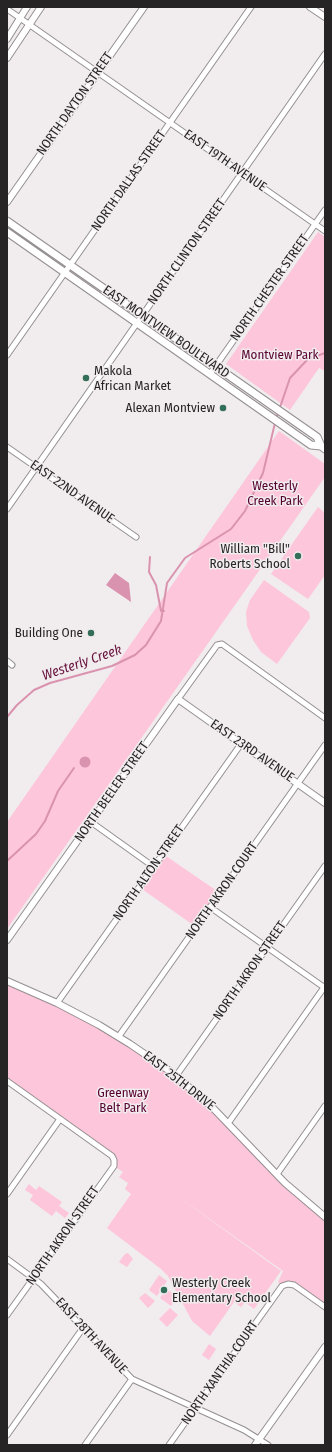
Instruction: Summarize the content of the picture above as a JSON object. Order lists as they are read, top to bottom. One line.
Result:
{"streets":{"main road":["EAST MONTVIEW BOULEVARD"],"street":["NORTH DAYTON STREET","EAST 19TH AVENUE","NORTH DALLAS STREET","NORTH CLINTON STREET","NORTH CHESTER STREET","EAST 22ND AVENUE","EAST 23RD AVENUE","NORTH BEELER STREET","NORTH ALTON STREET","NORTH AKRON COURT","NORTH AKRON STREET","EAST 25TH DRIVE","EAST 28TH AVENUE","NORTH XANTHIA COURT"]},"crossings":[["NORTH DAYTON STREET","EAST 19TH AVENUE"],["EAST 19TH AVENUE","NORTH DALLAS STREET"],["EAST 19TH AVENUE","NORTH CLINTON STREET"],["EAST 19TH AVENUE","NORTH CHESTER STREET"],["NORTH DALLAS STREET","EAST MONTVIEW BOULEVARD"],["NORTH CLINTON STREET","EAST MONTVIEW BOULEVARD"],["NORTH CLINTON STREET","EAST 22ND AVENUE"],["NORTH CHESTER STREET","EAST MONTVIEW BOULEVARD"],["EAST 23RD AVENUE","NORTH BEELER STREET"],["EAST 23RD AVENUE","NORTH ALTON STREET"],["EAST 23RD AVENUE","NORTH AKRON COURT"],["NORTH ALTON STREET","EAST 25TH DRIVE"],["NORTH AKRON COURT","EAST 25TH DRIVE"],["NORTH AKRON STREET","EAST 25TH DRIVE"],["NORTH AKRON STREET","EAST 28TH AVENUE"],["EAST 28TH AVENUE","NORTH XANTHIA COURT"]],"water":["Westerly Creek"],"parks":["Montview Park","Westerly Creek Park","Greenway Belt Park"],"places":["Makola African Market","Alexan Montview","William \"Bill\" Roberts School","Building One","Westerly Creek Elementary School"]}
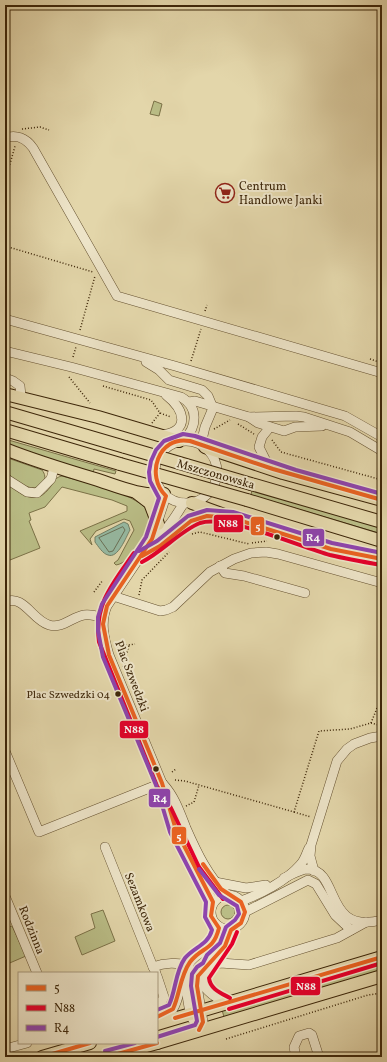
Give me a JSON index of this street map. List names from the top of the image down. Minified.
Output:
{"streets":{"main road":["Mszczonowska"],"street":["Plac Szwedzki","Sezamkowa","Rodzinna"]},"places":{"supermarket":["Centrum Handlowe Janki"],"other":["Plac Szwedzki 04"]},"lines":["transit line R4","transit line 5","transit line N88"],"legend":["5","N88","R4"]}
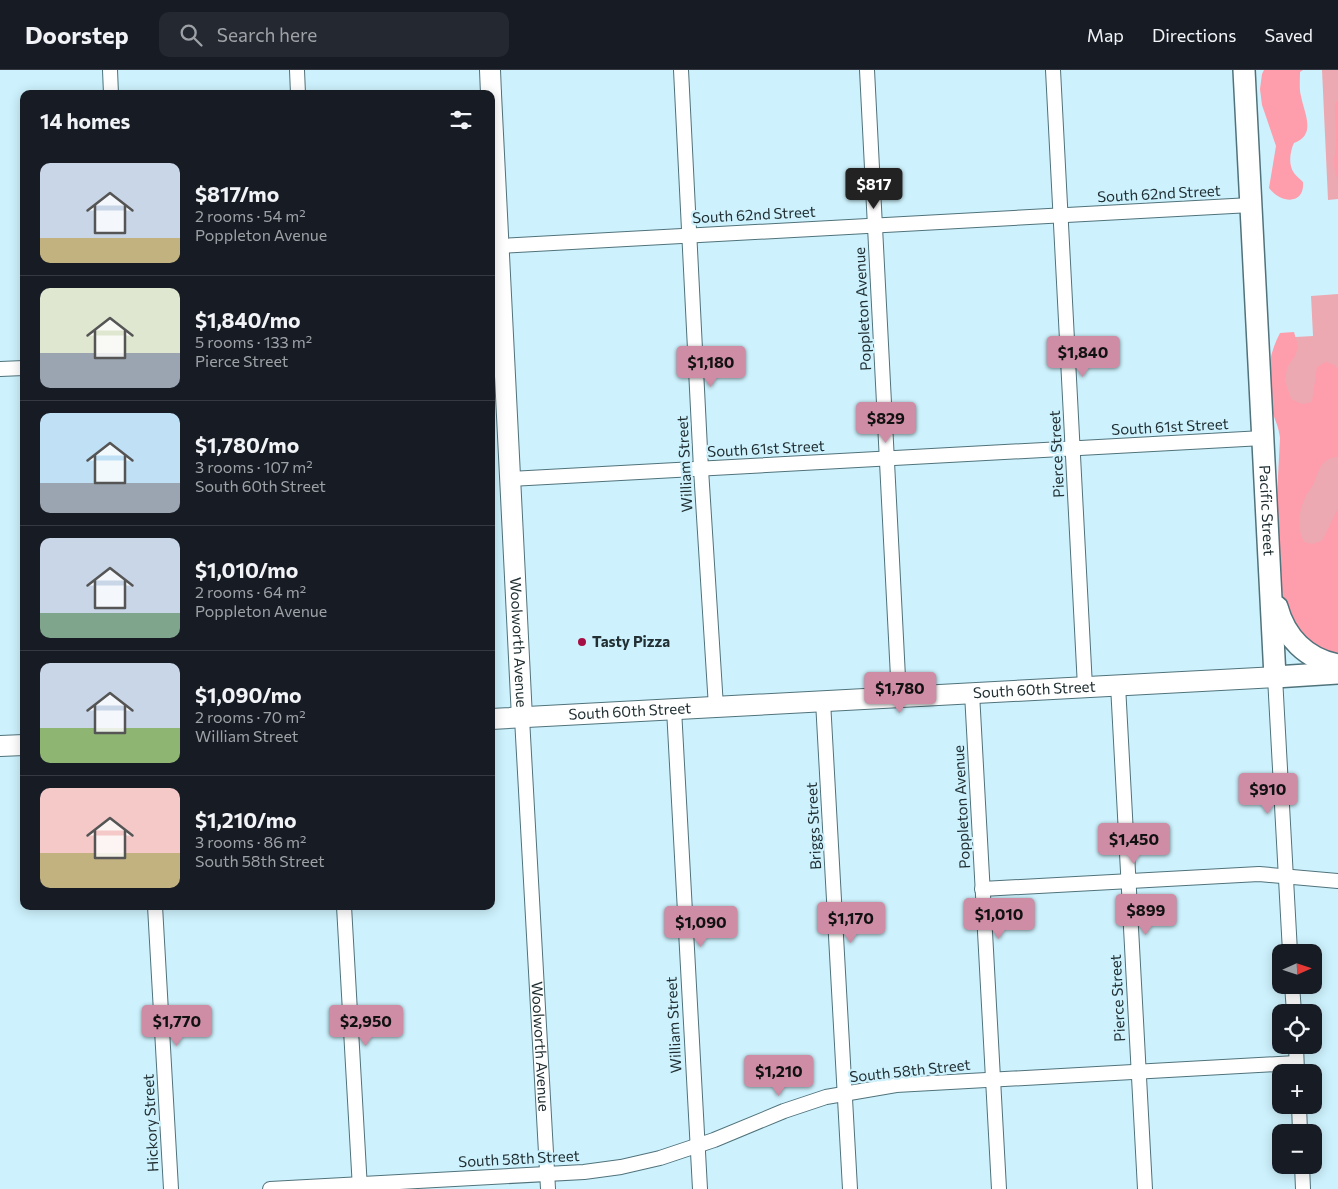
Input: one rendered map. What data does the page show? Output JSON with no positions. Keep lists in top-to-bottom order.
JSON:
{
  "streets": {
    "main road": ["Pacific Street", "Woolworth Avenue", "South 60th Street"],
    "street": [
      "South 62nd Street",
      "Poppleton Avenue",
      "South 61st Street",
      "Pierce Street",
      "William Street",
      "Briggs Street",
      "South 58th Street",
      "Hickory Street"
    ]
  },
  "crossings": [
    ["South 62nd Street", "Poppleton Avenue"],
    ["South 62nd Street", "Pierce Street"],
    ["South 62nd Street", "William Street"],
    ["South 62nd Street", "Pacific Street"],
    ["South 62nd Street", "Woolworth Avenue"],
    ["Poppleton Avenue", "South 61st Street"],
    ["Poppleton Avenue", "South 60th Street"],
    ["Poppleton Avenue", "South 58th Street"],
    ["South 61st Street", "Pierce Street"],
    ["South 61st Street", "William Street"],
    ["South 61st Street", "Pacific Street"],
    ["South 61st Street", "Woolworth Avenue"],
    ["Pierce Street", "South 60th Street"],
    ["Pierce Street", "South 58th Street"],
    ["William Street", "South 60th Street"],
    ["William Street", "South 58th Street"],
    ["Pacific Street", "South 60th Street"],
    ["Woolworth Avenue", "South 60th Street"],
    ["Woolworth Avenue", "South 58th Street"],
    ["South 60th Street", "Briggs Street"],
    ["Briggs Street", "South 58th Street"]
  ],
  "places": ["Tasty Pizza"],
  "north": "right",
  "page": {
    "header": "Doorstep",
    "search": "Search here",
    "nav": ["Map", "Directions", "Saved"],
    "heading": "14 homes",
    "list": [
      {
        "name": "$817/mo",
        "note": "2 rooms · 54 m² · Poppleton Avenue"
      },
      {
        "name": "$1,840/mo",
        "note": "5 rooms · 133 m² · Pierce Street"
      },
      {
        "name": "$1,780/mo",
        "note": "3 rooms · 107 m² · South 60th Street"
      },
      {
        "name": "$1,010/mo",
        "note": "2 rooms · 64 m² · Poppleton Avenue"
      },
      {
        "name": "$1,090/mo",
        "note": "2 rooms · 70 m² · William Street"
      },
      {
        "name": "$1,210/mo",
        "note": "3 rooms · 86 m² · South 58th Street"
      }
    ],
    "price": [
      "$817",
      "$1,840",
      "$1,180",
      "$829",
      "$1,780",
      "$910",
      "$1,450",
      "$899",
      "$1,010",
      "$1,170",
      "$1,090",
      "$1,770",
      "$2,950",
      "$1,210"
    ],
    "map_buttons": ["+", "−"]
  }
}
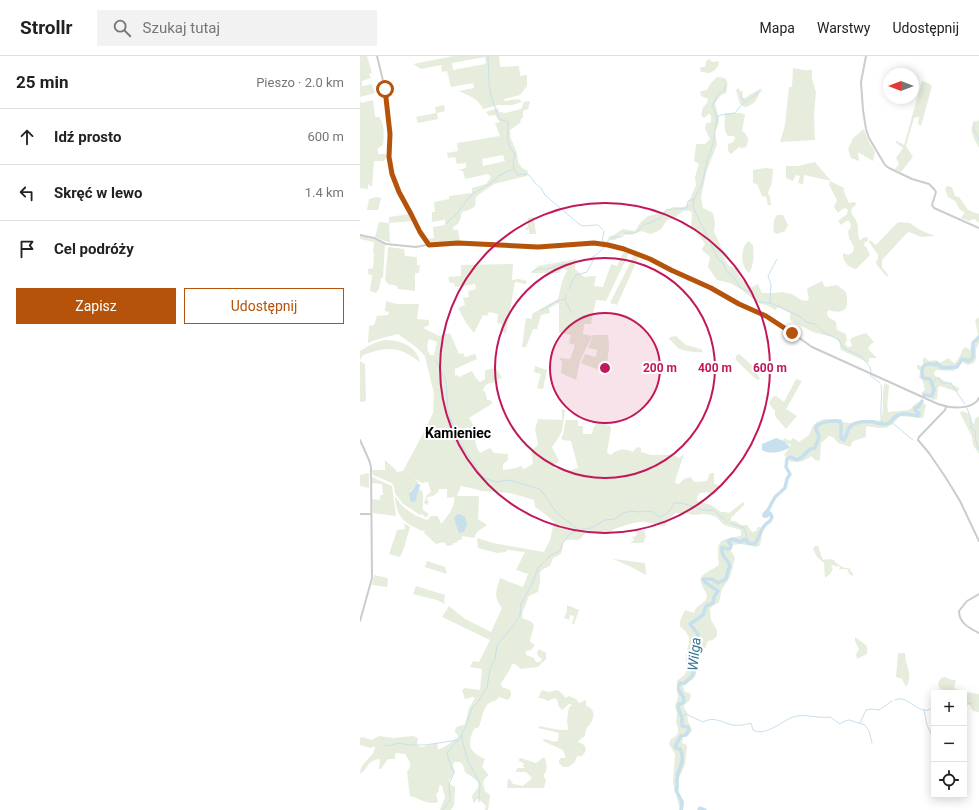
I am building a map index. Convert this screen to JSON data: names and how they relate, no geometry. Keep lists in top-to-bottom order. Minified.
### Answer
{"districts":["Kamieniec"],"water":["Wilga"],"north":"left","page":{"header":"Strollr","search":"Szukaj tutaj","nav":["Mapa","Warstwy","Udostępnij"],"heading":["25 min","Pieszo · 2.0 km"],"list":[["Idź prosto","600 m"],["Skręć w lewo","1.4 km"],"Cel podróży"],"buttons":["Zapisz","Udostępnij"],"map_buttons":["+","−"]},"rings":["200 m","400 m","600 m"]}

━━━━━━━━

__PROBLEM DESCRIPTION__
Repeat the data exactly, excluding the pictures.

__REPLY__
Instruction: Summarize the content of the picture above as a JSON object. Order lists as they are read, top to bottom. One line.
Result:
{"streets":{"main road":["EAST MONTVIEW BOULEVARD"],"street":["NORTH DAYTON STREET","EAST 19TH AVENUE","NORTH DALLAS STREET","NORTH CLINTON STREET","NORTH CHESTER STREET","EAST 22ND AVENUE","EAST 23RD AVENUE","NORTH BEELER STREET","NORTH ALTON STREET","NORTH AKRON COURT","NORTH AKRON STREET","EAST 25TH DRIVE","EAST 28TH AVENUE","NORTH XANTHIA COURT"]},"crossings":[["NORTH DAYTON STREET","EAST 19TH AVENUE"],["EAST 19TH AVENUE","NORTH DALLAS STREET"],["EAST 19TH AVENUE","NORTH CLINTON STREET"],["EAST 19TH AVENUE","NORTH CHESTER STREET"],["NORTH DALLAS STREET","EAST MONTVIEW BOULEVARD"],["NORTH CLINTON STREET","EAST MONTVIEW BOULEVARD"],["NORTH CLINTON STREET","EAST 22ND AVENUE"],["NORTH CHESTER STREET","EAST MONTVIEW BOULEVARD"],["EAST 23RD AVENUE","NORTH BEELER STREET"],["EAST 23RD AVENUE","NORTH ALTON STREET"],["EAST 23RD AVENUE","NORTH AKRON COURT"],["NORTH ALTON STREET","EAST 25TH DRIVE"],["NORTH AKRON COURT","EAST 25TH DRIVE"],["NORTH AKRON STREET","EAST 25TH DRIVE"],["NORTH AKRON STREET","EAST 28TH AVENUE"],["EAST 28TH AVENUE","NORTH XANTHIA COURT"]],"water":["Westerly Creek"],"parks":["Montview Park","Westerly Creek Park","Greenway Belt Park"],"places":["Makola African Market","Alexan Montview","William \"Bill\" Roberts School","Building One","Westerly Creek Elementary School"]}
Give me a JSON index of this street map. List names from the top of the image down. Minified.
Output:
{"streets":{"main road":["Mszczonowska"],"street":["Plac Szwedzki","Sezamkowa","Rodzinna"]},"places":{"supermarket":["Centrum Handlowe Janki"],"other":["Plac Szwedzki 04"]},"lines":["transit line R4","transit line 5","transit line N88"],"legend":["5","N88","R4"]}
Input: one rendered map. What data does the page show? Output JSON with no positions. Keep lists in top-to-bottom order.
JSON:
{
  "streets": {
    "main road": ["Pacific Street", "Woolworth Avenue", "South 60th Street"],
    "street": [
      "South 62nd Street",
      "Poppleton Avenue",
      "South 61st Street",
      "Pierce Street",
      "William Street",
      "Briggs Street",
      "South 58th Street",
      "Hickory Street"
    ]
  },
  "crossings": [
    ["South 62nd Street", "Poppleton Avenue"],
    ["South 62nd Street", "Pierce Street"],
    ["South 62nd Street", "William Street"],
    ["South 62nd Street", "Pacific Street"],
    ["South 62nd Street", "Woolworth Avenue"],
    ["Poppleton Avenue", "South 61st Street"],
    ["Poppleton Avenue", "South 60th Street"],
    ["Poppleton Avenue", "South 58th Street"],
    ["South 61st Street", "Pierce Street"],
    ["South 61st Street", "William Street"],
    ["South 61st Street", "Pacific Street"],
    ["South 61st Street", "Woolworth Avenue"],
    ["Pierce Street", "South 60th Street"],
    ["Pierce Street", "South 58th Street"],
    ["William Street", "South 60th Street"],
    ["William Street", "South 58th Street"],
    ["Pacific Street", "South 60th Street"],
    ["Woolworth Avenue", "South 60th Street"],
    ["Woolworth Avenue", "South 58th Street"],
    ["South 60th Street", "Briggs Street"],
    ["Briggs Street", "South 58th Street"]
  ],
  "places": ["Tasty Pizza"],
  "north": "right",
  "page": {
    "header": "Doorstep",
    "search": "Search here",
    "nav": ["Map", "Directions", "Saved"],
    "heading": "14 homes",
    "list": [
      {
        "name": "$817/mo",
        "note": "2 rooms · 54 m² · Poppleton Avenue"
      },
      {
        "name": "$1,840/mo",
        "note": "5 rooms · 133 m² · Pierce Street"
      },
      {
        "name": "$1,780/mo",
        "note": "3 rooms · 107 m² · South 60th Street"
      },
      {
        "name": "$1,010/mo",
        "note": "2 rooms · 64 m² · Poppleton Avenue"
      },
      {
        "name": "$1,090/mo",
        "note": "2 rooms · 70 m² · William Street"
      },
      {
        "name": "$1,210/mo",
        "note": "3 rooms · 86 m² · South 58th Street"
      }
    ],
    "price": [
      "$817",
      "$1,840",
      "$1,180",
      "$829",
      "$1,780",
      "$910",
      "$1,450",
      "$899",
      "$1,010",
      "$1,170",
      "$1,090",
      "$1,770",
      "$2,950",
      "$1,210"
    ],
    "map_buttons": ["+", "−"]
  }
}
I am building a map index. Convert this screen to JSON data: names and how they relate, no geometry. Keep lists in top-to-bottom order. Minified.
### Answer
{"districts":["Kamieniec"],"water":["Wilga"],"north":"left","page":{"header":"Strollr","search":"Szukaj tutaj","nav":["Mapa","Warstwy","Udostępnij"],"heading":["25 min","Pieszo · 2.0 km"],"list":[["Idź prosto","600 m"],["Skręć w lewo","1.4 km"],"Cel podróży"],"buttons":["Zapisz","Udostępnij"],"map_buttons":["+","−"]},"rings":["200 m","400 m","600 m"]}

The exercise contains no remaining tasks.